Once a situation has been determined for the account, reconciliation will perform any response that is configured in the reconciliation policy for that resource. If the reconciliation policy specifies a workflow to be performed per-account, full reconciliation will perform this for each account that is reconciled, after the situation action is performed. See Reconciliation Workflows for more information about workflows.

Incremental Reconciliation

Incremental reconciliation is analogous to incremental backup: it is faster than full reconciliation, and does most of what you need, but is not as complete as full reconciliation.

Incremental reconciliation trusts that the information maintained in the account index is correct. Trusting that the list of known account IDs is correct, and that ownership of the account by any Identity Manager owner is correctly recorded, allows incremental reconciliation to skip or shorten several processing phases.

Incremental reconciliation skips the step of examining Identity Manager users that claim the resource. Incremental reconciliation also calculates a situation only for accounts that have been added or deleted since the resource was last reconciled. It does this by comparing the list of account IDs in the account index for that resource to the list of account IDs returned by the resource adapter. New accounts are recorded as existing, deleted accounts are recorded as no longer existing, and only these two sets of accounts are processed further.

Because incremental reconciliation is much faster and uses fewer processing cycles than full reconciliation, you may want to schedule incremental reconciliation more frequently and schedule full reconciliation less often.

Active Sync

Active Sync “listens” or polls for changes to a resource, detecting incremental changes in real time. Because Active Sync is designed to detect changes, it should not be used to load account information into Identity Manager for the first time. Instead, use reconciliation or a discovery process.

In general, you run reconciliation on an Active Sync resource in the following circumstances:

To perform an initial load on the resource.
To detect any attributes that have not been updated in Identity Manager because Active Sync has been configured to ignore or filter out the attributes.

Active Sync differs from reconciliation in the following ways:

Active Sync allows an administrator to specify a user form that ensures attributes across multiple accounts are kept synchronized.
A process rule can be implemented that fully controls all Active Sync processing. This is typically enabled when extraordinary actions need to be performed when an account on a resource changes, such as editing multiple objects in the repository.
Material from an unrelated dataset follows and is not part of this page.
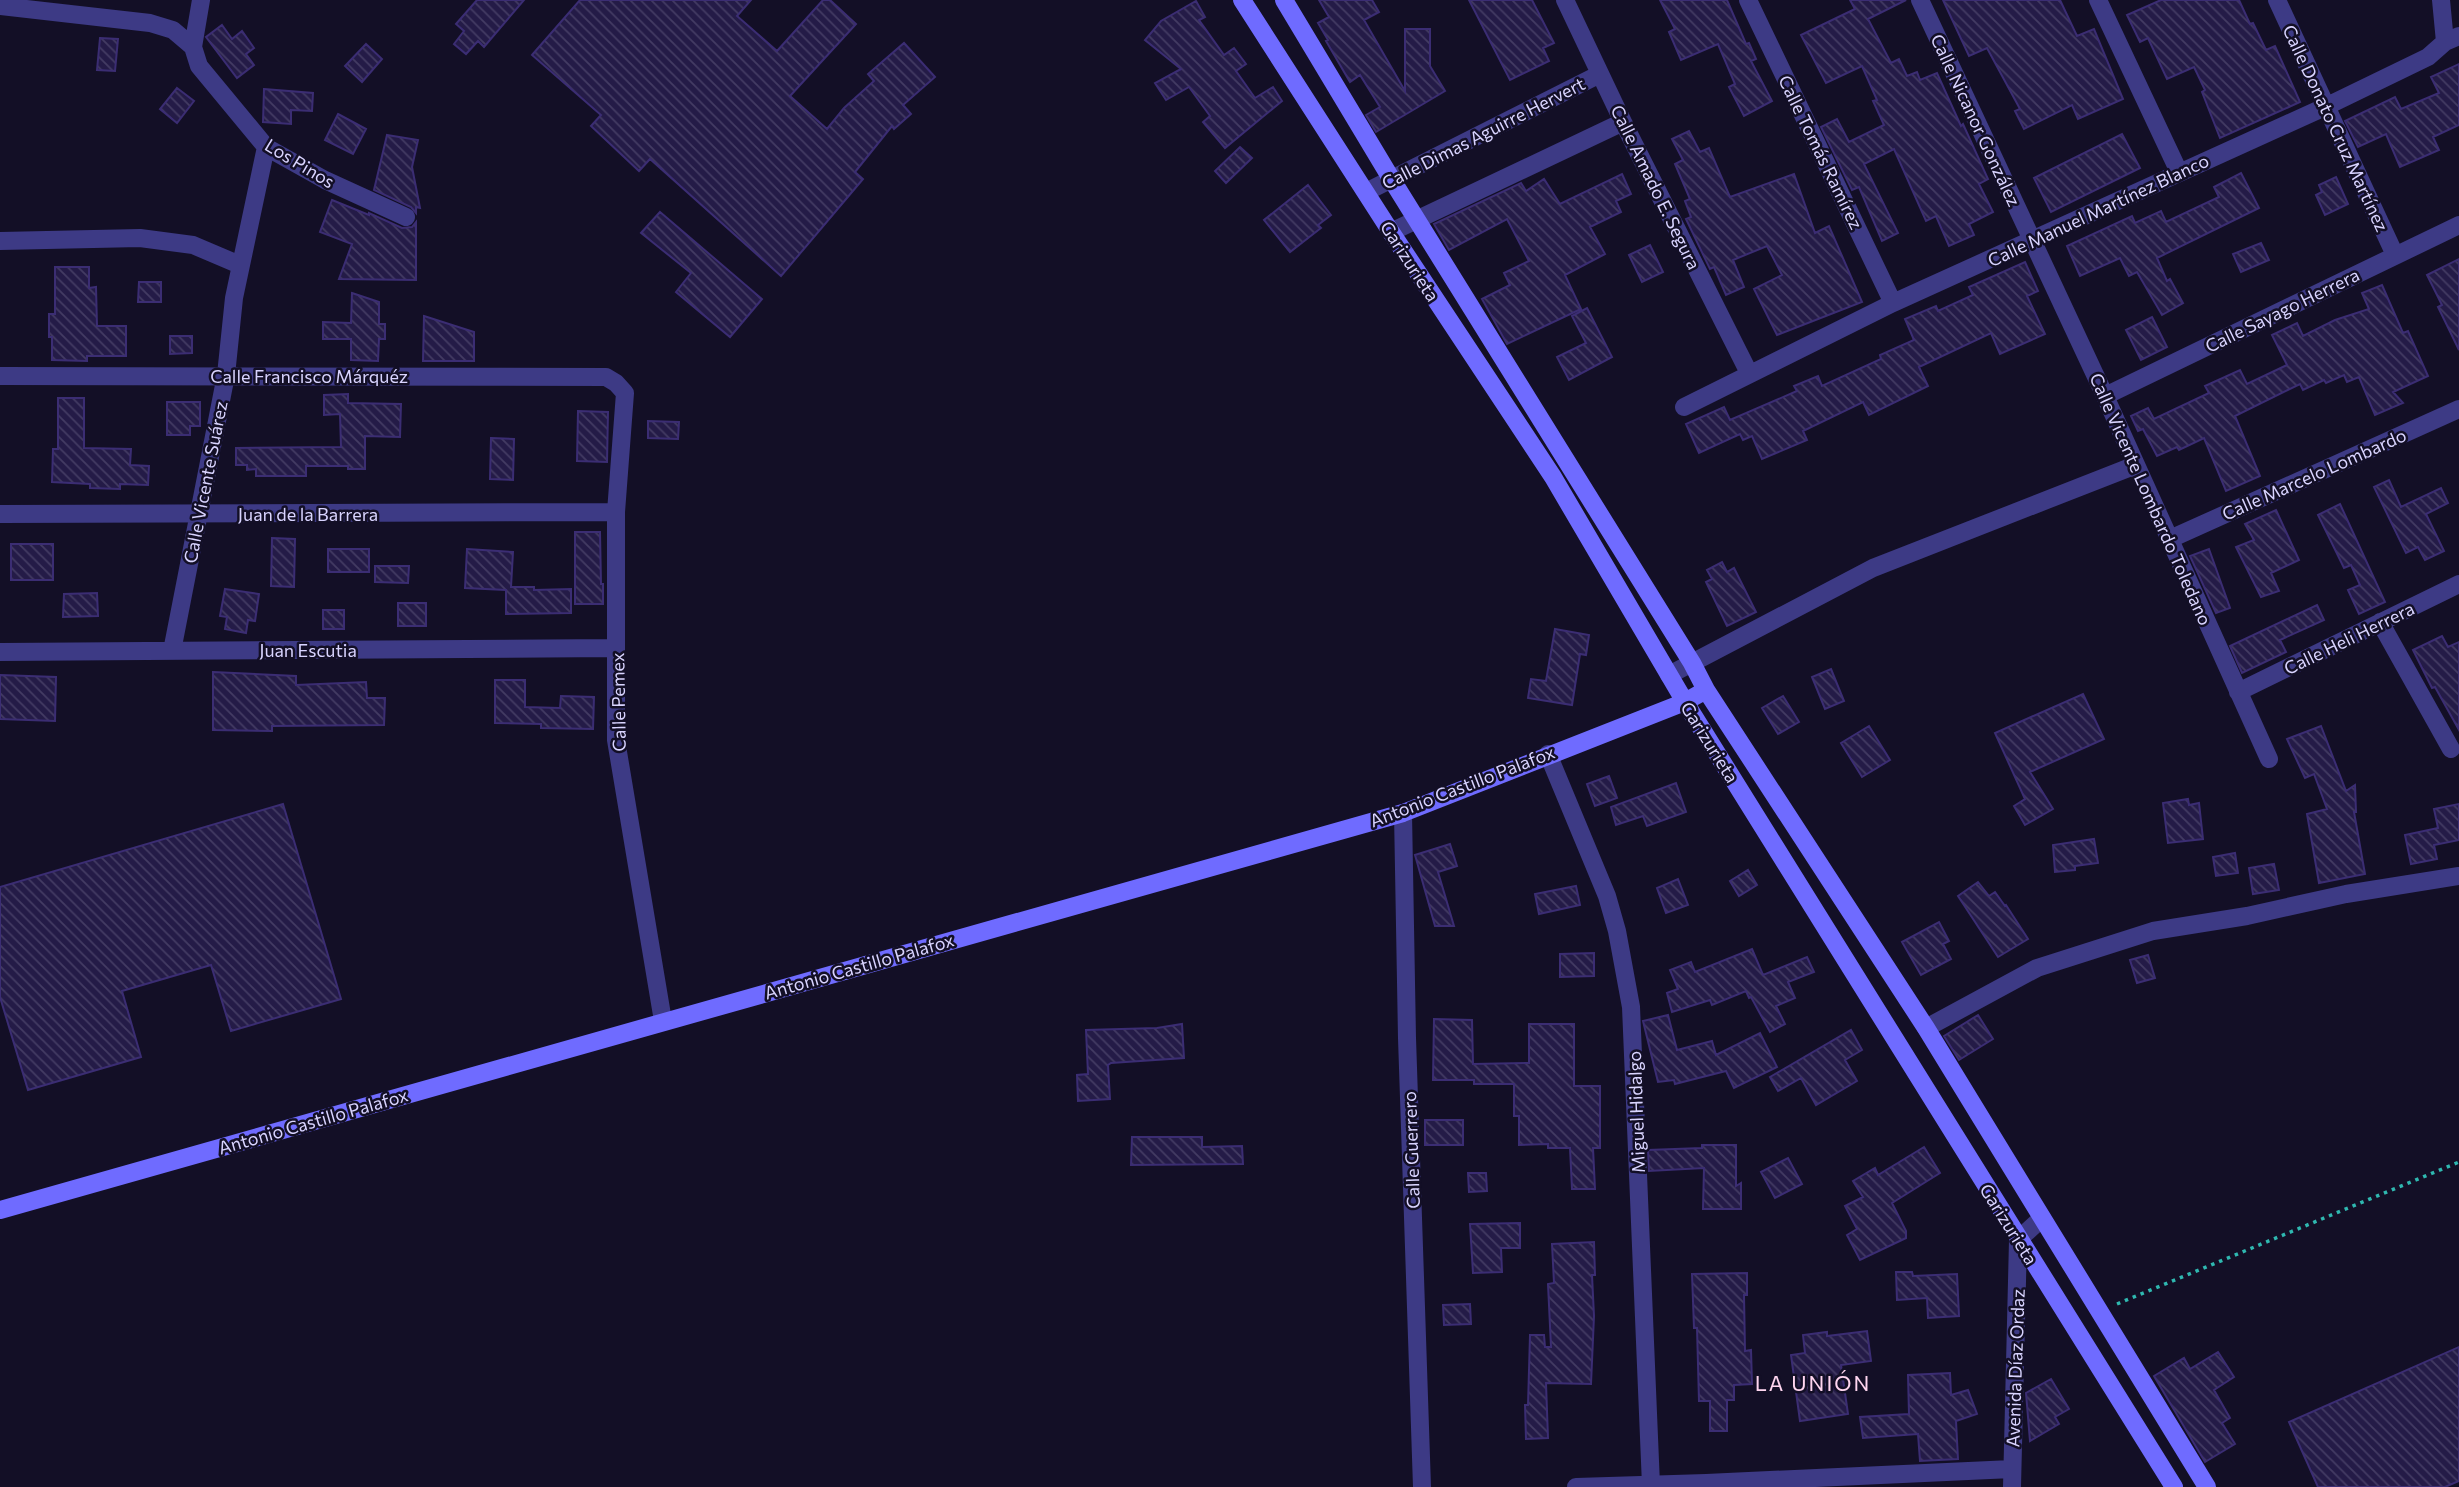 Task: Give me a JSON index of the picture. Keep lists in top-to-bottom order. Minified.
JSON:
{"streets":{"main road":["Garizurieta","Antonio Castillo Palafox"],"street":["Calle Nicanor González","Calle Donato Cruz Martínez","Calle Dimas Aguirre Hervert","Calle Tomás Ramírez","Los Pinos","Calle Amado E. Segura","Calle Manuel Martínez Blanco","Calle Sayago Herrera","Calle Francisco Márquéz","Calle Marcelo Lombardo","Calle Vicente Suárez","Calle Vicente Lombardo Toledano","Juan de la Barrera","Calle Heli Herrera","Juan Escutia","Calle Pemex","Miguel Hidalgo","Calle Guerrero","Avenida Díaz Ordaz"]},"crossings":[["Calle Nicanor González","Calle Manuel Martínez Blanco"],["Calle Nicanor González","Calle Vicente Lombardo Toledano"],["Calle Donato Cruz Martínez","Calle Manuel Martínez Blanco"],["Calle Donato Cruz Martínez","Calle Sayago Herrera"],["Calle Dimas Aguirre Hervert","Calle Amado E. Segura"],["Calle Dimas Aguirre Hervert","Garizurieta"],["Calle Tomás Ramírez","Calle Manuel Martínez Blanco"],["Los Pinos","Calle Vicente Suárez"],["Calle Amado E. Segura","Calle Manuel Martínez Blanco"],["Calle Manuel Martínez Blanco","Calle Vicente Lombardo Toledano"],["Garizurieta","Antonio Castillo Palafox"],["Garizurieta","Avenida Díaz Ordaz"],["Calle Sayago Herrera","Calle Vicente Lombardo Toledano"],["Calle Francisco Márquéz","Calle Vicente Suárez"],["Calle Francisco Márquéz","Calle Pemex"],["Calle Marcelo Lombardo","Calle Vicente Lombardo Toledano"],["Calle Vicente Suárez","Juan de la Barrera"],["Calle Vicente Suárez","Juan Escutia"],["Calle Vicente Lombardo Toledano","Calle Heli Herrera"],["Juan de la Barrera","Calle Pemex"],["Juan Escutia","Calle Pemex"],["Calle Pemex","Antonio Castillo Palafox"],["Antonio Castillo Palafox","Miguel Hidalgo"],["Antonio Castillo Palafox","Calle Guerrero"]],"districts":["LA UNIÓN"]}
Active Sync requires the use of an Active Sync-enabled adapter that has been properly configured. See Business Administrator's Guide for more information about configuring a resource to implement Active Sync.

Summary of Data Loading Types

The following table compares the capabilities of discovery and reconciliation.

Table 3–1 Summary of Data Loading Types


Function	Discovery	Reconciliation	Active Sync
Detect new accounts	Yes	Yes	Yes
Detect deleted accounts	No	Yes	Yes
Detect changes in account attribute values	No	Yes	Yes
Detect accounts that are not associated with Identity Manager users	Yes	Yes	Yes
Detect when a user has been moved from one container on a resource to another container on a resource	No	Yes	Yes
Correlate accounts with Identity Manager users	Yes	Yes	Yes
Run a workflow in response to each account situation that it detects	No	Yes	Yes
Can be scheduled	No	Yes	Yes
Incremental mode	No	Yes	Not applicable
Add entries to the account index	No	Yes	Yes
Synchronize attributes on multiple resources	No	No	Yes

Load Operation Context

The following table provides information about the common Identity Manager processes or tasks related to the load operations category.

Table 3–2 Load Operations Processes/Tasks


Process or Task	How it is Used	Namespace
Load from File	Retrieves account information from a CVS or XML file (invoked through Administrator Interface). Identity Manager reads a `WSUser` object from a file, converts it to the User view, and applies the form. The attributes are processed as if they were extended attributes of the Identity Manager user. Attributes are put in `accounts[Lighthouse]` and will only be put under the `global` attribute if the form defines global fields for each of them.	All attribute values for each line in the file are pulled into the global namespace: `global.<attr name>` Note: Applies to `create` operations only.
Load from Resource	Retrieves account information from a particular resource (invoked through Administrator Interface and uses an adapter to list and fetch accounts).	All attribute values for each account on the resource are pulled into the global namespace. `global.<LHS Attr Name>` Note: Applies to `create` operations only.
Bulk Operations	Retrieves commands and User view data from a CVS file (invoked through Administrator Interface). You can specify any attribute in the User view namespace. Attribute names are specified using the view path syntax. See Understanding the User View in Sun Identity Manager Deployment Reference for more information about the User view namespace and view path syntax	Attribute values from the file are pulled into the global namespace: `accounts[].` `waveset.` `accountInfo.` `global.` Note*: There is no authorized session available.

Managing Reconciliation

The reconciliation process is primarily managed through the Administrator Interface. However, there are some aspects of reconciliation that cannot be accomplished from this interface. For example, you might need to create new correlation and confirmation rules, reconciliation workflows, or edit the Reconcile configuration object. The following sections describe these features, and others. For general information about defining reconciliation policy, see Business Administrator's Guide.

Reconciliation Policy

Reconciliation policies allow you to establish a set of responses, by resource, for each reconciliation task. Within a policy, you select the server to run reconciliation, determine how often and when reconciliation takes place, and set responses to each situation encountered during reconciliation. You can also configure reconciliation to detect changes made natively (not made through Identity Manager) to account attributes.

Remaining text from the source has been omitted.